** What to do **
Only one stretch of the records below is wanted: the lines from the one holding "display:grid; place-items:center; flex:none;" through the one holding "display:flex; gap:10px; margin-top:auto;". Return it exactly, both ends included.

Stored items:
________________________

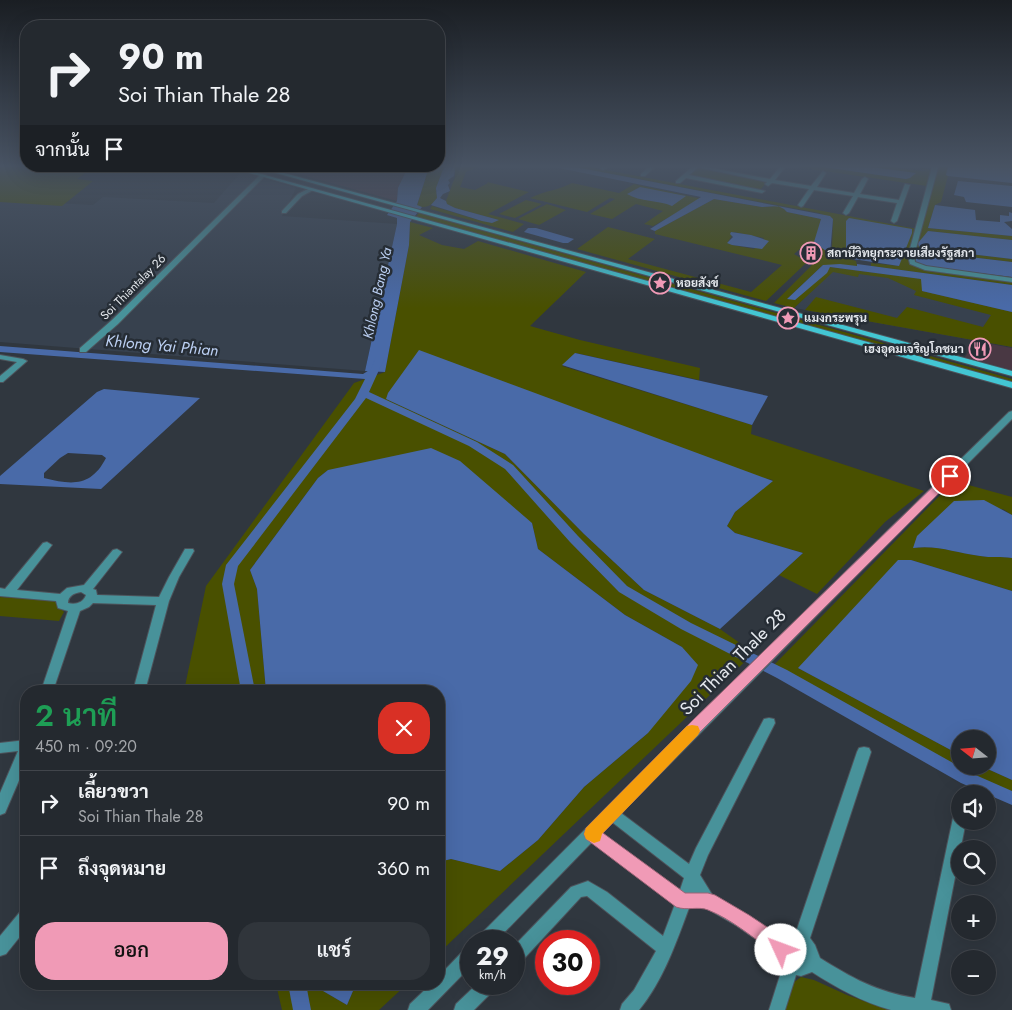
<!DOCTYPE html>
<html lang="th">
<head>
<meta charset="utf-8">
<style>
  body { margin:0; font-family:Jost,Sarabun,sans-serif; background:#30353b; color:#f1f3f6; height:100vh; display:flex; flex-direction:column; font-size:19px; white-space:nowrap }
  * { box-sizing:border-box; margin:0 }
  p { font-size:16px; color:#a3a6aa }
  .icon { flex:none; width:28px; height:28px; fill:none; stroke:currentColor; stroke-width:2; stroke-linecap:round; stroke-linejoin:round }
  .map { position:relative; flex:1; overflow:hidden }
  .drawer { position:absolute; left:20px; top:685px; width:425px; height:305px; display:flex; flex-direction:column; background:#24292f; border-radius:20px; box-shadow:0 5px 20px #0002,0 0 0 1px #41454b }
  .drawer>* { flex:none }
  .guide { position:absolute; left:20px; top:20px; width:425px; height:152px; border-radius:20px; box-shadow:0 5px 20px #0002,0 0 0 1px #41454b; background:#24292f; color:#f1f3f6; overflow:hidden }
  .needle { width:32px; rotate:287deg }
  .controls { position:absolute; left:951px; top:730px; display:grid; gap:10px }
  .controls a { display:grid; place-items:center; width:45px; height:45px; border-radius:50%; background:#24292f; box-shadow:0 5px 20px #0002,0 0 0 1px #41454b; font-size:25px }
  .speed { position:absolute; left:460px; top:930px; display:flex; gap:10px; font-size:25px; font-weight:700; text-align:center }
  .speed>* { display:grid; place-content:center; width:65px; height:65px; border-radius:50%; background:#24292f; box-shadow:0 5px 20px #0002,0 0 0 1px #41454b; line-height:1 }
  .speed small { font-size:12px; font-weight:400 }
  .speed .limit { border:8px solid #d22; background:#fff; color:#111 }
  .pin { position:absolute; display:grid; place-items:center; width:42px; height:42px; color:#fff; margin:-21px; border:2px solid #fff; border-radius:50%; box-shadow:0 1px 5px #0007 }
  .me { position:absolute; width:55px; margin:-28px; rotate:313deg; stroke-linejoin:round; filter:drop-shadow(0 0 4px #0008) }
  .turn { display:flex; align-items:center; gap:18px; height:105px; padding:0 15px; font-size:22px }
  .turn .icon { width:65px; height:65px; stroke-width:2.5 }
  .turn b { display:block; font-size:35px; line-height:42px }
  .then { display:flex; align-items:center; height:48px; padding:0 15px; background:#0003; gap:10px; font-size:19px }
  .round { display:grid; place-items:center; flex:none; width:52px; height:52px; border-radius:20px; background:#30353b }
  .head { display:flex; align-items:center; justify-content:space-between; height:85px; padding:0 15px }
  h1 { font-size:30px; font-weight:600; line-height:38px; color:#1e9e55 }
  .primary-button { display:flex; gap:10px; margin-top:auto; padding:10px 15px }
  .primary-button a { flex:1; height:58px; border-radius:20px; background:#f09ab6; color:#111; font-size:20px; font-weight:600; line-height:58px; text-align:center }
  .primary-button a+a { background:#30353b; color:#f1f3f6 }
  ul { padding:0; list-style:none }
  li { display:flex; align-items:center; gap:15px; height:65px; padding:0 15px; border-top:1px solid #41454b }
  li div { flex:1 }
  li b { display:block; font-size:19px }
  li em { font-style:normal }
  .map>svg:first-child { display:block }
  .commercial { fill:#493843 }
  .built { fill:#37414e }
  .green { fill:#495000; fill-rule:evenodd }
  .water { fill:#496aa8; fill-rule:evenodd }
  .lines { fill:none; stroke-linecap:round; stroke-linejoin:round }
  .canal { fill:#496aa8; fill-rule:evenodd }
  .minor-casing { stroke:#4d535b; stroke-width:2 }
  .secondary-casing { stroke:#4d535b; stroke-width:2 }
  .minor { fill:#48929a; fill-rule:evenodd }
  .secondary { fill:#43c6d3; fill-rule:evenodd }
  .route { fill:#f09ab6; stroke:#9c6476 }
  .slow { fill:#f59e0b }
  .labels { text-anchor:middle; stroke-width:5; stroke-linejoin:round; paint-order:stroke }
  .far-poi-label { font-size:12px; font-weight:bold; fill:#e5e9ee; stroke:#262d35; text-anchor:start }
  .far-street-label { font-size:12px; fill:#e5e9ee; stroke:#262d35 }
  .far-water-label { font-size:14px; font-style:italic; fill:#bcd0f3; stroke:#262d35 }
  .water-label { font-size:16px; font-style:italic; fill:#bcd0f3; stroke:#262d35 }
  .near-street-label { font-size:18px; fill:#e5e9ee; stroke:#262d35 }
</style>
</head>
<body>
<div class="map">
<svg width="1012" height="1010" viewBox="0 0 1012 1010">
  <rect width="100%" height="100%" fill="#30373f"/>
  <g class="commercial">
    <path d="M277,167H385L406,172L398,188L397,201L276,168Z"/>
    <path d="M975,341L1012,348V370L965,357Z"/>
  </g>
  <g class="built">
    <path d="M241,172L296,188L282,216L397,224L365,371L0,342V200L93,205L103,197L214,203Z"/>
    <path d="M835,268L922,279L1012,311V347L794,308Z"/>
  </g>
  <g class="green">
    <path d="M0,167H35L33,168L88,171L77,179L93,181L62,206L0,202Z"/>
    <path d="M429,167H444L436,188L437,198C432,205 427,209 417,206Z"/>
    <path d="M455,167H478L466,172L460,187L475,190L488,183L487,182L529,192L488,214L524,224L513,232L430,209L432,206L482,221L499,220L455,208L447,204L446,201L455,177Z"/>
    <path d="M575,167H590L917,229L927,186L797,167H824L906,179L916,173L871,167H903H898L901,169L926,171L918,167L930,170L932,167H948L946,175L948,176L941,202L935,205L928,228L1012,236V240L928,231L919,248L1012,259V262L920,251L915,262L931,267L1012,277V285L871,266V263L899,266L846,221V258L856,261L857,266L823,265L787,299L830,267L922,279V291L1012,312V347L805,310L816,297L897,318L907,307L983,327L991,315L914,295L916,291L888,278L859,274L858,277L833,272L794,308L774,303L811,266L815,259L822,256L814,251L801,248L794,254L809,263L805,264L766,301L577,249L608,227L655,239L628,259L751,292L782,265L655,234V231L714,199L762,207L778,206L784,209L787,212L821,219L819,226L832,249L833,219L819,213ZM734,232L764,238L754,249L732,245L728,242Z"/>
    <path d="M697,167L768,181L760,190L686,176Z"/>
    <path d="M572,183L619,193L634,184L702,199L653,226L644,224L663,211L636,204L612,219L590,214L615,199L610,198L587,212L530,198C546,190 557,191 572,183Z"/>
    <path d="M526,200L542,204L515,218L499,214Z"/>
    <path d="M547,204L566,210L539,225L518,219Z"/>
    <path d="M419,213L1012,379V383L416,217Z"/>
    <path d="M410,222L433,228L419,235L442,245L464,249L478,241L586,272L530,326L580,340L700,368L699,380L576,353L562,366L752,425L751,434L924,491L885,522L817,594L779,575L803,553L735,533L727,526L735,512L773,480L386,399L505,454L584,534L644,590L720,629L754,653L439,953V862L451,859L500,871L538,840L584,787L648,733L682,647L625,615L538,549L532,523L328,470L318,478L250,570L257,589L266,691H184L206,586L354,383L385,372L409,245Z"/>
    <path d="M954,481L1012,497V515L1003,509L914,548C939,545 956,553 980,556C991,558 1001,556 1012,558V591L911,560L798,668L960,755V766H981L1012,780V794L981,781L774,665Z"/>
    <path d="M0,597L55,601L64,612L59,621L0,616Z"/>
    <path d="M801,977L814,980L847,995L889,1010H785L793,983Z"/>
    <path d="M276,984H311L347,1005L356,984H407L379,1010H282Z"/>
  </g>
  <g class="water">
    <path d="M35,167H145L130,173L33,168Z"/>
    <path d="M408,167H429L417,205L422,207L410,222L409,245L385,372L365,371L397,224V218L387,215L397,201L398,188Z"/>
    <path d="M444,167H455L454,176L448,180L450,183L448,185L450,191L443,194L440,198L446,201L447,204L455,208L499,220L492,223L482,221L431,205L437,198L436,188Z"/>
    <path d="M554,167H575L830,216L833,219L830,254L814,242L821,219L787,212L784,209L778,206L762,207L714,199L655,231L650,229L701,197Z"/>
    <path d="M824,167H871L916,173L910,178L906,179Z"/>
    <path d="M948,167H1012V183L948,176L946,175Z"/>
    <path d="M958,181L1012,186V207L966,202L964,197L954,195Z"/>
    <path d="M640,187L686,196L672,206C659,200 640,202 627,194Z"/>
    <path d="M935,205L975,210L976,220L1000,222V215L1009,216V212L1012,213V221L1004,222L1012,229V236L928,228Z"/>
    <path d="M849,218L912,229V233L899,266L846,258V221Z"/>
    <path d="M528,228H536L574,239L568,243H563L524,232Z"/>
    <path d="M928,231L1012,240V259L919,248L918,243Z"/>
    <path d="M731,232L751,235L769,241L762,249L732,245L727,243L733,237L730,234Z"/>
    <path d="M919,251L1012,262V277L931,267L915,262Z"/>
    <path d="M840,264L857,266V264L1012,285V312L922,291L921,279L830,267L827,273L795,300L787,299L823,265Z"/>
    <path d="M419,350L773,481L735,512L727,526L735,533L803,553L720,629L644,590L584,534L505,454L386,399L388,393Z"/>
    <path d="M575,353L768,396L752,425L562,365Z"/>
    <path d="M104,389L200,398L101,489L0,484V476L97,392ZM68,453L102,455L106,458C91,487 72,485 44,478V473L60,458Z"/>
    <path d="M431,448L460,461L532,523L538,549L625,615L682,647L698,665L691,681L648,733L584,787L538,840L500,871L451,859L439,862V691H266L257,589L250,570L318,478L328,470Z"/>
    <path d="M984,500L1012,515V558C1001,556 991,558 980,556C955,553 939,545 913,548L917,536L954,501Z"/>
    <path d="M898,560H911L1012,591V780L981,766H988V739H960V755L798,668Z"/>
    <path d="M311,984H356L347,1005Z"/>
  </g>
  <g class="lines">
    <g class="canal">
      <path d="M0,346L363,374L371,369L376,357H382L384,359L369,392L477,442L513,465L578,536L627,586L691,623L787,670L971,773L1012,791V805L961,783L777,678L681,629L619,592L570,542L505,469L469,446L366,398L238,566L234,584L255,691H241L222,584L226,565L355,399L365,379L0,352Z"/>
      <path d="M288,984H306L311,1010H293Z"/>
    </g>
    <g class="minor-casing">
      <g id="minor">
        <path d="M601,167H608L603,170L600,168Z"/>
        <path d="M649,167H655L645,176H641V174Z"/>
        <path d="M692,167H706L770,179L780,167H785L775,180L811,186L823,171L826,173L817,187L854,193L862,179L865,177L868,179L860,194L899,200L905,184L910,185L897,221L894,223L891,221L897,203L858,197L849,213L846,215L843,213L853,196L814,190L803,206L801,207L798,205L809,189L772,183L768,186L765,184L767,182L698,167L689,175L765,191L762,193L686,178L680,183H676V181Z"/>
        <path d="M932,167H938L914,256L915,262L926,266L1012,278V282L925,270L910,264L908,256Z"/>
        <path d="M261,174L266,175L118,324L86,352H80V348L112,320Z"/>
        <path d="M310,188L315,189L302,196L286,213H282V211L298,194Z"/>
        <path d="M0,355L23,359L27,361L3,382H0V376L17,362L0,359Z"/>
        <path d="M1012,411V419L621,813L689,864L696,848L764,719L769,718L774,719L775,723L708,855L700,875L713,896L749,916L780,936L788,931L796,932L857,752L859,748L864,747L869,748L871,752L810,938L815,945L820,958C852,978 877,992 915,998L953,818L955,814L960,812V821H966L931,1000L949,1004L951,1010H891C862,1002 837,988 812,972L801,976L796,975L785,1010H769L782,969L778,963L773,951L737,926L706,908H689C676,943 663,981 639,1010H620L622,1004L634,990L656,951L587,896L581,897L520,963L514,965V946L571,887L588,881L607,892L663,936L675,904L592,842L496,941H477L479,936L693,721L1009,412ZM612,822L684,878L680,890L601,833ZM792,947C798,947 803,950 804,957L801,960L796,959L790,953Z"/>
        <path d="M47,542L52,545L17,590L60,594L67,588L84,585L113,550L117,549L122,552L93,589L96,590L97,595L159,597L169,577L185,549H193L194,551L179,577L169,601L145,691H133L156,605L93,603L89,607L80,611L53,691H41L68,611L58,608L56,601L0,596V588L5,589L43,543ZM81,592L86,595C83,603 75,605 68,603C68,596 74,593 81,592Z"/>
        <path d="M26,740V764L5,813L0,815V793L18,751L0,753V743Z"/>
        <path d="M26,910V929L6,954L0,956V936L20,912Z"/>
        <path d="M471,947V966L428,1010H408L410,1004L431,984H439V976L465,949Z"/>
        <path d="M477,984H496L494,990L474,1010H454L456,1004Z"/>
      </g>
    </g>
    <g class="secondary-casing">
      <g id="secondary">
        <path d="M228,167H236L1012,382V388Z"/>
        <path d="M254,167H262L1012,371V376Z"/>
      </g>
    </g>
    <use href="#minor" class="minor"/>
    <use href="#secondary" class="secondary"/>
  </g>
  <linearGradient id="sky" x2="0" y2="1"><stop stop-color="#1a1e23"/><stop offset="0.54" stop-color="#485363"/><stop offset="1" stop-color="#485363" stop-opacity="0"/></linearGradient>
  <rect width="1012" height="308" fill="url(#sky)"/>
  <path class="route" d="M950,473L953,474L955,476L953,479L703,729L603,833L685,893H708L715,895L749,915L788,941L791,947L787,957L781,959L774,957L772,951C752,937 731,919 708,910C698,906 687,911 676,907L586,839L584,834L586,828L692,721L946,474Z"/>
  <path class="slow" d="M692,725L698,726L700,731L698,735L602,834L600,841L594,843L586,839L584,834L586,828L687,726Z"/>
  <defs>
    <g id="building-ring" transform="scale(1.125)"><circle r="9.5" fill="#262d35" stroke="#f09ab6" stroke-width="1.5"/><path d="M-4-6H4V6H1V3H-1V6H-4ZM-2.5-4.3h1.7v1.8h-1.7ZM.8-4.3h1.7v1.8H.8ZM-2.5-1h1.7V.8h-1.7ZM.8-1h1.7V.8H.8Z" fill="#f09ab6"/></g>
    <g id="sight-ring" transform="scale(1.125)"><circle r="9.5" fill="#262d35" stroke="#f09ab6" stroke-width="1.5"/><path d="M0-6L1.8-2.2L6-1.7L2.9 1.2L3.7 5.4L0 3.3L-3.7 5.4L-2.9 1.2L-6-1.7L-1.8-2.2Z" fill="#f09ab6"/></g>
    <g id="restaurant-ring" transform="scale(1.125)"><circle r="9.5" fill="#262d35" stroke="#f09ab6" stroke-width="1.5"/><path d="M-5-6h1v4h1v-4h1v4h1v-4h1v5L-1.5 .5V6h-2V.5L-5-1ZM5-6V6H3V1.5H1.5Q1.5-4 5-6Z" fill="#f09ab6"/></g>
  </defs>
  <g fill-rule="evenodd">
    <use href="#building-ring" x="811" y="253"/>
    <use href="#sight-ring" x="660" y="283"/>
    <use href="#sight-ring" x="788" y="318"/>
    <use href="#restaurant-ring" x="980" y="349"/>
  </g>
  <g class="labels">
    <g class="far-poi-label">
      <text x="827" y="257">สถานีวิทยุกระจายเสียงรัฐสภา</text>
      <text x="676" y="287">หอยสังข์</text>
      <text x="804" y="322">แมงกระพรุน</text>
      <text x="964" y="353" text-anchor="end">เฮงอุดมเจริญโภชนา</text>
    </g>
    <g class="far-street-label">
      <text transform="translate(133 287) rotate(-45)" y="4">Soi Thiantalay 26</text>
    </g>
    <g class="far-water-label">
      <text transform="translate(377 293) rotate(-78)" y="5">Khlong Bang Ya</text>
    </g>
    <g class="water-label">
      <text transform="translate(162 345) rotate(5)" y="6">Khlong Yai Phian</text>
    </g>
    <g class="near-street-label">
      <text transform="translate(733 662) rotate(-45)" y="6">Soi Thian Thale 28</text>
    </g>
  </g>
</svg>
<div class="controls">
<a><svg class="needle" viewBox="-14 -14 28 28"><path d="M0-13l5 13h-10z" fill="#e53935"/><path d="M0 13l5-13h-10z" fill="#a3a6aa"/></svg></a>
<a><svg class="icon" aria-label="sound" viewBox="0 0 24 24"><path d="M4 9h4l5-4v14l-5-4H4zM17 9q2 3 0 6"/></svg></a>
<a><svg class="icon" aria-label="search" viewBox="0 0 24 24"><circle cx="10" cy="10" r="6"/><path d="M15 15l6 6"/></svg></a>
<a>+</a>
<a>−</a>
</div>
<div class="speed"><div>29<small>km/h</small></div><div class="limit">30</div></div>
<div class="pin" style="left:950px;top:476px;background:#d93025"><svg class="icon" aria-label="arrive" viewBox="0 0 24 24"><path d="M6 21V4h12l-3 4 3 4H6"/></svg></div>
<svg class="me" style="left:781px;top:950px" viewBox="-20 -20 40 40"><circle r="19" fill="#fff"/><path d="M0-13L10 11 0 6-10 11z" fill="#f09ab6"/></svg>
<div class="guide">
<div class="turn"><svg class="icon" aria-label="right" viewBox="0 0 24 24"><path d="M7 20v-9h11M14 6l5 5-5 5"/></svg><div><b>90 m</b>Soi Thian Thale 28</div></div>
<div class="then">จากนั้น<svg class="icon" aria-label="arrive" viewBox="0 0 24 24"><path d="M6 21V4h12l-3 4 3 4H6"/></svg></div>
</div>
<section class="drawer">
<div class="head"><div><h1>2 นาที</h1><p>450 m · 09:20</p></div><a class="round" style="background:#d93025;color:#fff"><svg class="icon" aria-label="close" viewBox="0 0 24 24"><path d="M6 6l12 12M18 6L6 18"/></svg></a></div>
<ul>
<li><svg class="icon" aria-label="right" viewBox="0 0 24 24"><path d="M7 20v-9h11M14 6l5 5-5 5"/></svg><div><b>เลี้ยวขวา</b><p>Soi Thian Thale 28</p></div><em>90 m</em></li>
<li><svg class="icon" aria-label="arrive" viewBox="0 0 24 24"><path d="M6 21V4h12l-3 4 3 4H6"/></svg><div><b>ถึงจุดหมาย</b></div><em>360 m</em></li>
</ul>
<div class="primary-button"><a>ออก</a><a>แชร์</a></div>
</section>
</div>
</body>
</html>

________________________

** Task output **
  .round { display:grid; place-items:center; flex:none; width:52px; height:52px; border-radius:20px; background:#30353b }
  .head { display:flex; align-items:center; justify-content:space-between; height:85px; padding:0 15px }
  h1 { font-size:30px; font-weight:600; line-height:38px; color:#1e9e55 }
  .primary-button { display:flex; gap:10px; margin-top:auto; padding:10px 15px }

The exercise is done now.